### Task goal
Bring together copies of the lines in the data below that contain the word "speed".

[Collected data]
+---+

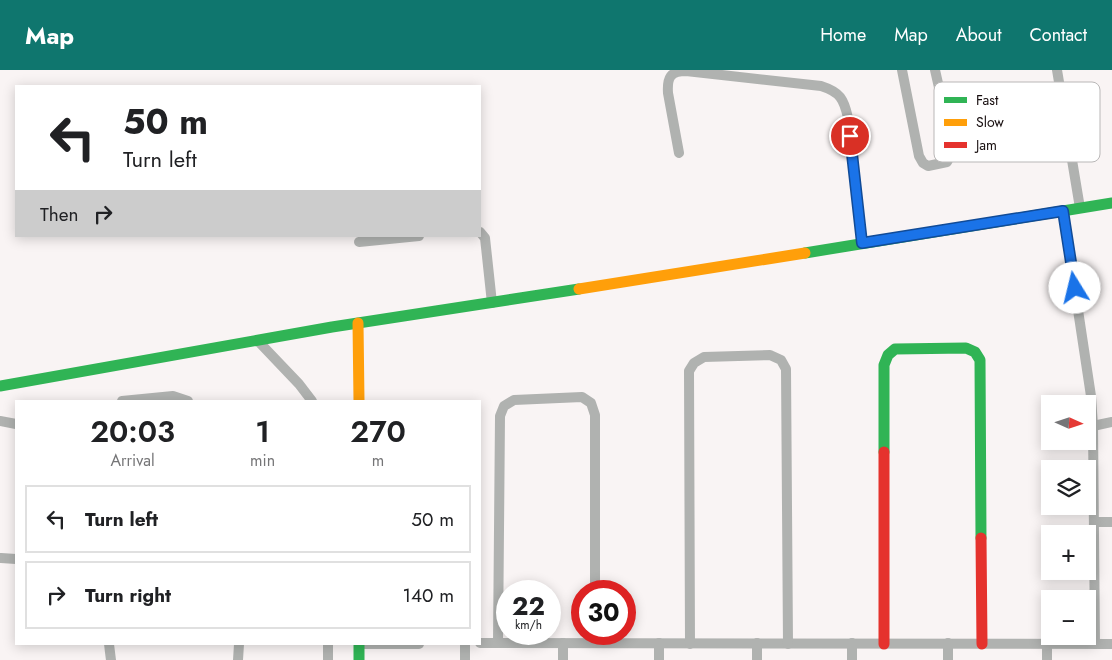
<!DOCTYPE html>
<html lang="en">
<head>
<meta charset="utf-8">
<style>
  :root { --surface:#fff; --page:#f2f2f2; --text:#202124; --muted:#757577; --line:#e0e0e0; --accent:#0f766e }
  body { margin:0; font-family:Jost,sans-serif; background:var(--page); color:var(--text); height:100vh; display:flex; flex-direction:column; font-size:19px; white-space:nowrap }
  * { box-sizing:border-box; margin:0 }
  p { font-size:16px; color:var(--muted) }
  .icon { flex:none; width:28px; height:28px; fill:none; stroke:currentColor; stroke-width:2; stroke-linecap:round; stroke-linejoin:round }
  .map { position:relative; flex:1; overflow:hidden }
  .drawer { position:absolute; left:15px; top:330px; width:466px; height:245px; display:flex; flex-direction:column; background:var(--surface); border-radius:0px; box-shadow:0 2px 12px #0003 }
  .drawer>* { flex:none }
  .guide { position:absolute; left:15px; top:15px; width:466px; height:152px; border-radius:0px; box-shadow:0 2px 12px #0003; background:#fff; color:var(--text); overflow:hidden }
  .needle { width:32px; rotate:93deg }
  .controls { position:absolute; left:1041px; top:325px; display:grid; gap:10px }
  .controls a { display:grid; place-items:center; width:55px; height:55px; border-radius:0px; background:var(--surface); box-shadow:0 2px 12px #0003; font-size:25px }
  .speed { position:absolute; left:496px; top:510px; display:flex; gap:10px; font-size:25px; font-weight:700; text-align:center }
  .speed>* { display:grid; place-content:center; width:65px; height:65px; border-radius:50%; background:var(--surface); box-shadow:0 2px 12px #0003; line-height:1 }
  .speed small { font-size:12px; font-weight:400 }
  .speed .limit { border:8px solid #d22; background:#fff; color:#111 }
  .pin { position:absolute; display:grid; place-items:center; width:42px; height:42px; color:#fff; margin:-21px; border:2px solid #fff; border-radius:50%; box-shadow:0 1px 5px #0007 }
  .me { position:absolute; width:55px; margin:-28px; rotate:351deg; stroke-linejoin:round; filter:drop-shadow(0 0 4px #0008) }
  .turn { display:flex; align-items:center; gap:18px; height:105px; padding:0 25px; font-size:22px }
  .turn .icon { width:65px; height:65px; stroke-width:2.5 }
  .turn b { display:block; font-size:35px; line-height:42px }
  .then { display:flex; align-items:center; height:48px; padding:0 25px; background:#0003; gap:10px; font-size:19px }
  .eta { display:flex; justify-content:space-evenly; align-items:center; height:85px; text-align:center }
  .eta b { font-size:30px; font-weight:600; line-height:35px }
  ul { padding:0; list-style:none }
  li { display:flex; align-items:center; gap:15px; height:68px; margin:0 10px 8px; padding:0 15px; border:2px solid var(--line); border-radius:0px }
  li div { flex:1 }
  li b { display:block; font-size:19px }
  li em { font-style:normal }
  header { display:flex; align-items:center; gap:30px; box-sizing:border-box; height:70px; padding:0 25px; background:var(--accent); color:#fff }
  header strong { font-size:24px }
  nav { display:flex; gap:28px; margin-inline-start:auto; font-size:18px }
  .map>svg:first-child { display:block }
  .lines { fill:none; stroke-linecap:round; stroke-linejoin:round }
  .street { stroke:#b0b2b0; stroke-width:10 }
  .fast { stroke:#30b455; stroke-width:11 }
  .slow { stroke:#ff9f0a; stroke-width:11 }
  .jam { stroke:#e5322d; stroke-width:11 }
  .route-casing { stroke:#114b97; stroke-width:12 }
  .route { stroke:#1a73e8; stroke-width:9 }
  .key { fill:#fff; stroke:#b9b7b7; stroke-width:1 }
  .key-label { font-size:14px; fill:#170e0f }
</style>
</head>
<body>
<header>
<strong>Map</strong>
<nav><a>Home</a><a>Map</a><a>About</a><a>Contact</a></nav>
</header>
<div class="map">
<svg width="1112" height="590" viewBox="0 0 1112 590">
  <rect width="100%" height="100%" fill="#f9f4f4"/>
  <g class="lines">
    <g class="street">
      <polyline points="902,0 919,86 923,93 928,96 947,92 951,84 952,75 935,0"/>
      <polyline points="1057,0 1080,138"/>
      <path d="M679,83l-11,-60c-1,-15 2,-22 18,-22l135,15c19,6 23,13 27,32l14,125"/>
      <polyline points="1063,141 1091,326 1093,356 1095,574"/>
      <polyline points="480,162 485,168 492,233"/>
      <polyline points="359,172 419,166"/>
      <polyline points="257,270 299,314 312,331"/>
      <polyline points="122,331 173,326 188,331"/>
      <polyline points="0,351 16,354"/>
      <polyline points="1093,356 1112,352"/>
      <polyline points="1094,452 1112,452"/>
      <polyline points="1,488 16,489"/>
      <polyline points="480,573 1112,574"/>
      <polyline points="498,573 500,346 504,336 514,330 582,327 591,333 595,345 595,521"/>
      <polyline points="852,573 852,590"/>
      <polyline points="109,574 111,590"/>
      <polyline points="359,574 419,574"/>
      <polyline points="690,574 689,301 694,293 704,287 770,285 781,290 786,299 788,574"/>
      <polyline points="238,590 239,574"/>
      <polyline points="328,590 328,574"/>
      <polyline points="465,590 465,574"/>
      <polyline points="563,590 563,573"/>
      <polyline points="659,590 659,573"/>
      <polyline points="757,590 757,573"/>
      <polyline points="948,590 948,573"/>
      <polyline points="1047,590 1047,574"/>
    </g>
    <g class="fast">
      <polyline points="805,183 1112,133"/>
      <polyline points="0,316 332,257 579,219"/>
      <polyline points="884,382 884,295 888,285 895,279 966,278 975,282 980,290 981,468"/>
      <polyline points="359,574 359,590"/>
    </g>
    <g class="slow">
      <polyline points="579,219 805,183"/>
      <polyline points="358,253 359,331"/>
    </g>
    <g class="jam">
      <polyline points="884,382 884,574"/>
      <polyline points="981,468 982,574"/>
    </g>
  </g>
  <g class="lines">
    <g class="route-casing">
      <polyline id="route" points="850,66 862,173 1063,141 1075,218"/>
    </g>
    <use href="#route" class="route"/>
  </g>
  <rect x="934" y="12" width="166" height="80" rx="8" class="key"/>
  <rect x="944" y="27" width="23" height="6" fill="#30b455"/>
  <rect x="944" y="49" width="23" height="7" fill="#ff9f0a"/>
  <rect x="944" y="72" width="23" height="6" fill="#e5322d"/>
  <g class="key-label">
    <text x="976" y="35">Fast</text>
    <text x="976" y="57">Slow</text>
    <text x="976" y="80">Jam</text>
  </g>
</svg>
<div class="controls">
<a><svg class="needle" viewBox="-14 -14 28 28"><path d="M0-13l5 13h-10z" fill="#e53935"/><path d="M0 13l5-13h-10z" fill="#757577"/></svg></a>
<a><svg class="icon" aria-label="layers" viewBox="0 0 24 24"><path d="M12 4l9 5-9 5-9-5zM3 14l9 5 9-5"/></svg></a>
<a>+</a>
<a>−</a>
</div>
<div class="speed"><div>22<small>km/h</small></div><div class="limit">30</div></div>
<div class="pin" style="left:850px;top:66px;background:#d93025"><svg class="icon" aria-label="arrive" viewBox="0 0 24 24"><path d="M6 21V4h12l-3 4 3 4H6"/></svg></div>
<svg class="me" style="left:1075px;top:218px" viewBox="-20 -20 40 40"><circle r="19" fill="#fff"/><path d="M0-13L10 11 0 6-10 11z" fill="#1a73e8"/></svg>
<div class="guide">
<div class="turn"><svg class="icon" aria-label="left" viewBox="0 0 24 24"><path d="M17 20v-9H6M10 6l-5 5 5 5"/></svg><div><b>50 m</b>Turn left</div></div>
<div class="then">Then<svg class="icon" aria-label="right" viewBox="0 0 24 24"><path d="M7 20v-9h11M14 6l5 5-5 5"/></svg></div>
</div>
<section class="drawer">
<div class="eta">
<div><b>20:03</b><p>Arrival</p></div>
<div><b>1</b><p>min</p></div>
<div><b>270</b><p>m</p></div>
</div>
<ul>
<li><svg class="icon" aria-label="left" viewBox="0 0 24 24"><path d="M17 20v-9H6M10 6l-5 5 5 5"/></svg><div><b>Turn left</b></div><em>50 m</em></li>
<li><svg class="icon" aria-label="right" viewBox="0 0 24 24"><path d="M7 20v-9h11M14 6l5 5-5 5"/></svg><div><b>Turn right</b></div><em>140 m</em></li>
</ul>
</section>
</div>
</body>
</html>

+---+

### Solution to this problem
  .speed { position:absolute; left:496px; top:510px; display:flex; gap:10px; font-size:25px; font-weight:700; text-align:center }
  .speed>* { display:grid; place-content:center; width:65px; height:65px; border-radius:50%; background:var(--surface); box-shadow:0 2px 12px #0003; line-height:1 }
  .speed small { font-size:12px; font-weight:400 }
  .speed .limit { border:8px solid #d22; background:#fff; color:#111 }
<div class="speed"><div>22<small>km/h</small></div><div class="limit">30</div></div>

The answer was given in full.